Dilbert's Ancestor?...

Accurate, Funny, and informative. This book captures the real (and not so real) world of government and other large projects spot on. Having been on both sides (NASA and contractor), there be truth in this wit. Enjoy. To be appreciated, best read while sitting on a $600 toilet seat.

Enlightening and entertaining

I would not have ever expected to find myself laughing out loud, nor even smiling often while reading a book that discusses government projects and corporations who contract them. Norman Augustine provides a clear and critical insight into the corporate-government affairs world with just enough graphs and charts to make it comprehensible yet not overbearing. I found it as light reading - which is a virtue on it's own when reading about such complex a subject.
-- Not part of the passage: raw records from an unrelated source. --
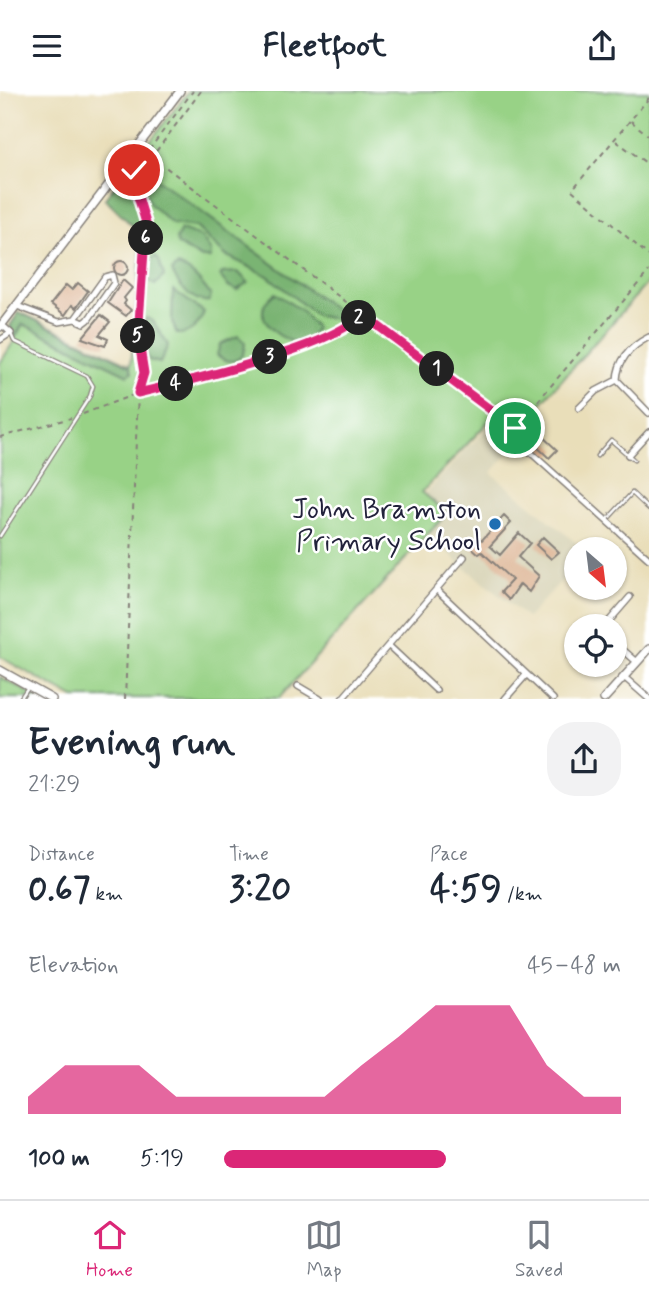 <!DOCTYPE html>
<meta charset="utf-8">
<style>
:root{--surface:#fff;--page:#f2f2f3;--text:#1f2937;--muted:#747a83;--line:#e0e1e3;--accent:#db2777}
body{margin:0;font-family:Mynerve,sans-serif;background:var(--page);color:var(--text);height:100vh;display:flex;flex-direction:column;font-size:26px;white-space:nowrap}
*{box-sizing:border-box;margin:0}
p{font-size:23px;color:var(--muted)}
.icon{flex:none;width:38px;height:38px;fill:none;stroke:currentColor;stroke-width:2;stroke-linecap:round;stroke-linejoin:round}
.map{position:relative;height:608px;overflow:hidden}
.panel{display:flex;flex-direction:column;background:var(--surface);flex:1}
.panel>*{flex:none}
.needle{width:46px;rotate:152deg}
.fabs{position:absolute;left:564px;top:446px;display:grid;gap:14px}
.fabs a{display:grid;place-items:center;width:63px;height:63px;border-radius:50%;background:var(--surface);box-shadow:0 2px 5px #0004;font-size:35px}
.pin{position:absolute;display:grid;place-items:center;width:60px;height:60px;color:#fff;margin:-30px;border:4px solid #fff;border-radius:50%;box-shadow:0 2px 7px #0007}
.km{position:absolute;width:35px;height:35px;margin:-18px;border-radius:50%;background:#222;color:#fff;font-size:19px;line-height:35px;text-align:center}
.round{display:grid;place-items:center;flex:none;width:74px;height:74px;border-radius:28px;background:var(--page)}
.summary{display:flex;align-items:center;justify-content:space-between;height:119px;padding:0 28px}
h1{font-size:38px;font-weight:700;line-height:52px}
.metrics{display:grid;grid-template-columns:repeat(3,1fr);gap:10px;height:119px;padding:7px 28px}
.metrics div{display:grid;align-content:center}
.metrics b{font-size:35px;font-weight:700}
.metrics small{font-size:19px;font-weight:400}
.metrics p{font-size:19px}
.chart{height:196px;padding:14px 28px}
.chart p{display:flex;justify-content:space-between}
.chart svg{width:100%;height:126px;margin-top:7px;fill:var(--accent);opacity:.7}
ul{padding:0 28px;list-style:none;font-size:23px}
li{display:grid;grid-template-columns:112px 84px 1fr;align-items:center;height:52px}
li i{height:18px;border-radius:9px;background:var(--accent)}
header{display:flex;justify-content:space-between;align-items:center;height:91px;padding:0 28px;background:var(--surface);font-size:32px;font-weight:700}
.tabs{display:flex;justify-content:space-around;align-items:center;height:98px;border-top:2px solid var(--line);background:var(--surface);font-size:19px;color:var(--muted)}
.tabs a{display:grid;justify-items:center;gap:4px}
.tabs .active{color:var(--accent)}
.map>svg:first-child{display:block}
</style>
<header><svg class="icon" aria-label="menu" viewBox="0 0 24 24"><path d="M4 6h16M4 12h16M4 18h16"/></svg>Fleetfoot<svg class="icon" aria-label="share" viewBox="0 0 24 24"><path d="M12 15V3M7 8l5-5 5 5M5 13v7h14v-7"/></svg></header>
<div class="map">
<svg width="649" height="608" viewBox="0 0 649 608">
<rect width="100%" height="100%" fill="#fff"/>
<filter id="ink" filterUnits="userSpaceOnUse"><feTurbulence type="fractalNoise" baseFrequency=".0143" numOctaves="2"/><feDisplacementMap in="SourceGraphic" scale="14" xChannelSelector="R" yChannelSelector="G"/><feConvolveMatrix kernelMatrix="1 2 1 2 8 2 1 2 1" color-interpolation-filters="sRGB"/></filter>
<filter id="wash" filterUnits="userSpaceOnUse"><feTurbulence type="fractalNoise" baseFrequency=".00686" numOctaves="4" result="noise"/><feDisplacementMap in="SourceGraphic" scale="28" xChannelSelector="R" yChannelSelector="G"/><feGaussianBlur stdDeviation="1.57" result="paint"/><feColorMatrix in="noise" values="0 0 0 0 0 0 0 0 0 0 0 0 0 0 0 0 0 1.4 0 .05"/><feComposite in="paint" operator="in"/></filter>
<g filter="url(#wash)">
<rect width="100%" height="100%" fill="#e9deb9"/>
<path fill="#d6d1b2" d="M499,324L523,346L491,382L584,458H576V474L527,527L459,472L430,443L447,422L425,403Z"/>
<path fill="#98d286" stroke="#5d7a60" stroke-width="2" d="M189,0H649V190L515,342L490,329L422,401L447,422L279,607H74L0,566V272L14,250L10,235L19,221L131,274L142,144L105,108Z
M0,586L39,607H0Z"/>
<path fill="#7ab473" stroke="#4e6b57" stroke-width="2" d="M133,71C130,97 142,119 142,144L105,108Z
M140,76L351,230L317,225L268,185L225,164L196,136L172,133L150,113L138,85Z
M181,139L201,146L211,160V167H202L178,154L176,148Z
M155,165L159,169L164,185L155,194L147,189L149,171Z
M177,175C191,177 203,193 211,205L209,210C193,212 178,195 172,180Z
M238,181L248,191L237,199L228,195L220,185L222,182Z
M173,199L204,221C200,233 190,244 177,243L172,231Z
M275,202L302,220L316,237L310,247L296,252C272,244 248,222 275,202Z
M19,221L131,275L132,281L128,284L23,233L15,247L10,235Z
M146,227L153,230L168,254L160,272L149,269C139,257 138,241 146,227Z
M238,245L245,252C244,271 231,275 217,264L220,253Z"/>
<g id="blocks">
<path fill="#dbb08e" d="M114 177a7 7 0 1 1 14 0a7 7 0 1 1-14 0Z
M123,189L132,197L124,207L126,210L124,213L131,219L126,225L108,212Z
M78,192L88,200L76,217L72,214L65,224L51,213L66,194L72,199Z
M101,224L110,231L99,244L108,248L105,255L82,247Z
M541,344L557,359L549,367L533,352Z
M504,425L511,432L490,455L500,464L519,442L530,452L518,466L539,485L529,501L520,493L509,509L501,501L512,489L482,461L479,463L469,454L477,445L482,449Z
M543,446L559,461L551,468L536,454Z"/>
</g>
</g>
<g filter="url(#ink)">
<use href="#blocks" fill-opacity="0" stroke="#86807a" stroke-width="2"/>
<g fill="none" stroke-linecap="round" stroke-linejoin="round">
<defs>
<path id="service" d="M491,343L504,340L518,352
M597,365L611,349L634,369
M606,430L632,402L649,418
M0,445L90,305L93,295L87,285L14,250L11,243
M20,608L28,596"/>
<path id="minor" d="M17,215L59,231L75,228L105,186L112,184L114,192L88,229L84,232L75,228
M649,246C631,255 618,268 617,289L649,322
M0,249L11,242L2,234
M579,317L596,300L617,289
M519,351L649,468
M628,364L649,341
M437,499L553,608
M604,536L630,506
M614,551L637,571
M389,555L436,599
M573,566L576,563
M624,586L649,608
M298,595L320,608
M342,608L464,466
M505,608L526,584"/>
<path id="tertiary" d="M0,236L180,0
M0,579L52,608
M604,608L649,558"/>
</defs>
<use href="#service" stroke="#86807a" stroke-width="5"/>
<use href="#minor" stroke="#86807a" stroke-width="8"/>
<use href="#tertiary" stroke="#86807a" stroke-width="10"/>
<path stroke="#86807a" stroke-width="2" stroke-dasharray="5 5" stroke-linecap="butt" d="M201,0L152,66L515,337L649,180
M649,7L572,99L649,165
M631,30L649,45
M616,50L649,74
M139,70L151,66
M83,323L138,302L144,282L138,245L146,132L136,99L134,79L193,0
M0,346L71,327
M125,608L138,302L295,259L355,232L362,224"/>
<use href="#service" stroke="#fff" stroke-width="2.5"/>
<use href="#minor" stroke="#fff" stroke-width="5"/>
<use href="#tertiary" stroke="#fff" stroke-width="7"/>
</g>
</g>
<g fill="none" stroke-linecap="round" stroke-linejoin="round" filter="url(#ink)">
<defs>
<path id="route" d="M134,79L136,99L146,132L138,245L144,282L138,302C185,291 335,256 362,223L515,337"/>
</defs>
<use href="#route" stroke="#fff" stroke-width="14"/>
<use href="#route" stroke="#db2777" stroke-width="9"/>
</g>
<circle fill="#1f6fb2" stroke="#fff" stroke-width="2.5" cx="495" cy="433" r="7"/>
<g text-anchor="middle" stroke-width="5" stroke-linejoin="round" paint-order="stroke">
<g font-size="28" fill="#22223b" stroke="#fff" text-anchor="end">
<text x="481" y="427">John Bramston<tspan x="481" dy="32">Primary School</tspan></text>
</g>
</g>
</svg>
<div class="fabs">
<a><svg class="needle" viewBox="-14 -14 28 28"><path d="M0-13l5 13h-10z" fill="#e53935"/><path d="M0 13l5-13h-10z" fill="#747a83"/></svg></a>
<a><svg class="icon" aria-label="locate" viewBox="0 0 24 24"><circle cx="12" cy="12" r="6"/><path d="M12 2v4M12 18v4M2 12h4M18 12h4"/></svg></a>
</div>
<div class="pin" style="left:515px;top:337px;background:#1e9e55"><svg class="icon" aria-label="arrive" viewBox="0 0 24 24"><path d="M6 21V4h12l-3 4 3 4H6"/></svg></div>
<div class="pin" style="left:134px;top:79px;background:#d93025"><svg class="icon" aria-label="check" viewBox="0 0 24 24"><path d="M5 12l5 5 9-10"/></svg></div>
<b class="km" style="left:437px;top:278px">1</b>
<b class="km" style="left:359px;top:227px">2</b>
<b class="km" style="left:270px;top:266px">3</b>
<b class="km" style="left:176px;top:293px">4</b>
<b class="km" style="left:138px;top:245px">5</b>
<b class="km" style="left:146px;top:147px">6</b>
</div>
<section class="panel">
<div class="summary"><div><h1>Evening run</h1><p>21:29</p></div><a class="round"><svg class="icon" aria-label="share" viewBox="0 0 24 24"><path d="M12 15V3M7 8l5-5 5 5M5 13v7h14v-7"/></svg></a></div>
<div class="metrics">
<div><p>Distance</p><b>0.67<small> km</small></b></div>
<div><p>Time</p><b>3:20</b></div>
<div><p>Pace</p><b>4:59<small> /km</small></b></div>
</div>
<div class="chart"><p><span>Elevation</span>45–48 m</p>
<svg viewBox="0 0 160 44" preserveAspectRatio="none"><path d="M0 44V38L10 27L20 27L30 27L40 38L50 38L60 38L70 38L80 38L90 27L100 17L110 6L120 6L130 6L140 27L150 38L160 38V44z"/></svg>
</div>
<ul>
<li><b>100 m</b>5:19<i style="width:56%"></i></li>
</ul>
</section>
<nav class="tabs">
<a class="active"><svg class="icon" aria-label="home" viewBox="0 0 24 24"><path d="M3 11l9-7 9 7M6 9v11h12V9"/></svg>Home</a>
<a><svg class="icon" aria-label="map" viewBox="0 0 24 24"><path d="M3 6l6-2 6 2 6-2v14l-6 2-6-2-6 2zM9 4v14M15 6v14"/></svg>Map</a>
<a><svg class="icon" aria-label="saved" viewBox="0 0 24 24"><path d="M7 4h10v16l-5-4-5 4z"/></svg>Saved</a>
</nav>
Augustine's Laws is simply a must have, must read!

Norm Augustine has captured the government defense aerospace industry "sprawling on a pin" for dissection. In one particularly humorous bit he points out that just when the aerospace industry's trend to more and more expensive combat aircraft looked like it might be stalled since adding weight is anathema to aircraft -- along came something expensive and weightless to fill the gap -- software! This is one terrific book! Just the figure showing there is no correlation between what executives are paid and the performance of their companies is worth the price of admission.

Required reading for anyone in the aerospace business

Norman Augustine wrote "Augustine's Laws" in his position as president and Chief Operating Officer of Martin Marietta Corporation (since merged into Lockheed Martin.) This book should be required reading for anyone accepting a job anywhere in the aerospace industry. Augustine follows the declining fortunes of the fictional Daedalus Model Airplane Company as key projects meet every obstacle and disaster business can devise. He sums up his findings in fifty-two witty laws, such as number XXVI, "If a sufficient number of management layers are superimposed on top of each other, it can be assured that disaster is not left to chance." He comments on the thickness of proposals (one millimeter per $ million contract value), the number of briefings required to keep a multi-year program funded (approximately one year's worth of work per year), and the odds of getting anything approved (a "yes" is a succession of "non-no's.") This book is the aerospace industry in a nutshell. It's funny, tragic, and absolutely dead-on. Read it if you're a taxpayer, a jobholder, or a person who likes a great read.